Task item: Every record that follows must be returned word for word.

Recorded information:

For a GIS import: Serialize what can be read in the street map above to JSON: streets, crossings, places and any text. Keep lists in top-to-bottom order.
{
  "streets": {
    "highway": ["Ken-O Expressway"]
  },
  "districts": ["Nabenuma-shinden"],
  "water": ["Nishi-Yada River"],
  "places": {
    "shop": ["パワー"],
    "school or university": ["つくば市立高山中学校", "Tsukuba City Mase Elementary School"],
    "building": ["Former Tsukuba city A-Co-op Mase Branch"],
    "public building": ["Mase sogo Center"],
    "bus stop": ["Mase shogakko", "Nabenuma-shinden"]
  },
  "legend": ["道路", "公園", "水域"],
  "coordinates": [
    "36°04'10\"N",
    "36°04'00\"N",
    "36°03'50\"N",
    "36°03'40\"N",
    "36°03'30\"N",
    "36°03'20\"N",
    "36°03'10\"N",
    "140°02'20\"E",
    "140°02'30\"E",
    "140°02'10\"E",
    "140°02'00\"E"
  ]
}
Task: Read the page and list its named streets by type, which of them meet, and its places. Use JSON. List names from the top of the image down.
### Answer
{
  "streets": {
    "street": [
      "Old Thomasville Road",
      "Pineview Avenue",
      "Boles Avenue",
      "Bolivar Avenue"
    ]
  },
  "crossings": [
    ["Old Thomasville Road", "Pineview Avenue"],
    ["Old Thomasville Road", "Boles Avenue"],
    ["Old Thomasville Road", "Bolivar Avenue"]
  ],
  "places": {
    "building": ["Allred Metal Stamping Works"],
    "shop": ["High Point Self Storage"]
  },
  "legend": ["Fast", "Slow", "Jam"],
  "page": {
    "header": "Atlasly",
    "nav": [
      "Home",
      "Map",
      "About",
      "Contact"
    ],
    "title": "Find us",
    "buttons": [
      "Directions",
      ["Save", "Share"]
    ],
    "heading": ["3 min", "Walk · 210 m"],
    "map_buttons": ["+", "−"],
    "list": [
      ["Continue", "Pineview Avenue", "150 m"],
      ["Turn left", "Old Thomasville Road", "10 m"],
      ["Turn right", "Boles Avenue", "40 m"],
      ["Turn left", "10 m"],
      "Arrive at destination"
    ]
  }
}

Answer:
For a GIS import: Serialize what can be read in the street map above to JSON: streets, crossings, places and any text. Keep lists in top-to-bottom order.
{
  "streets": {
    "highway": ["Ken-O Expressway"]
  },
  "districts": ["Nabenuma-shinden"],
  "water": ["Nishi-Yada River"],
  "places": {
    "shop": ["パワー"],
    "school or university": ["つくば市立高山中学校", "Tsukuba City Mase Elementary School"],
    "building": ["Former Tsukuba city A-Co-op Mase Branch"],
    "public building": ["Mase sogo Center"],
    "bus stop": ["Mase shogakko", "Nabenuma-shinden"]
  },
  "legend": ["道路", "公園", "水域"],
  "coordinates": [
    "36°04'10\"N",
    "36°04'00\"N",
    "36°03'50\"N",
    "36°03'40\"N",
    "36°03'30\"N",
    "36°03'20\"N",
    "36°03'10\"N",
    "140°02'20\"E",
    "140°02'30\"E",
    "140°02'10\"E",
    "140°02'00\"E"
  ]
}
Task: Read the page and list its named streets by type, which of them meet, and its places. Use JSON. List names from the top of the image down.
### Answer
{
  "streets": {
    "street": [
      "Old Thomasville Road",
      "Pineview Avenue",
      "Boles Avenue",
      "Bolivar Avenue"
    ]
  },
  "crossings": [
    ["Old Thomasville Road", "Pineview Avenue"],
    ["Old Thomasville Road", "Boles Avenue"],
    ["Old Thomasville Road", "Bolivar Avenue"]
  ],
  "places": {
    "building": ["Allred Metal Stamping Works"],
    "shop": ["High Point Self Storage"]
  },
  "legend": ["Fast", "Slow", "Jam"],
  "page": {
    "header": "Atlasly",
    "nav": [
      "Home",
      "Map",
      "About",
      "Contact"
    ],
    "title": "Find us",
    "buttons": [
      "Directions",
      ["Save", "Share"]
    ],
    "heading": ["3 min", "Walk · 210 m"],
    "map_buttons": ["+", "−"],
    "list": [
      ["Continue", "Pineview Avenue", "150 m"],
      ["Turn left", "Old Thomasville Road", "10 m"],
      ["Turn right", "Boles Avenue", "40 m"],
      ["Turn left", "10 m"],
      "Arrive at destination"
    ]
  }
}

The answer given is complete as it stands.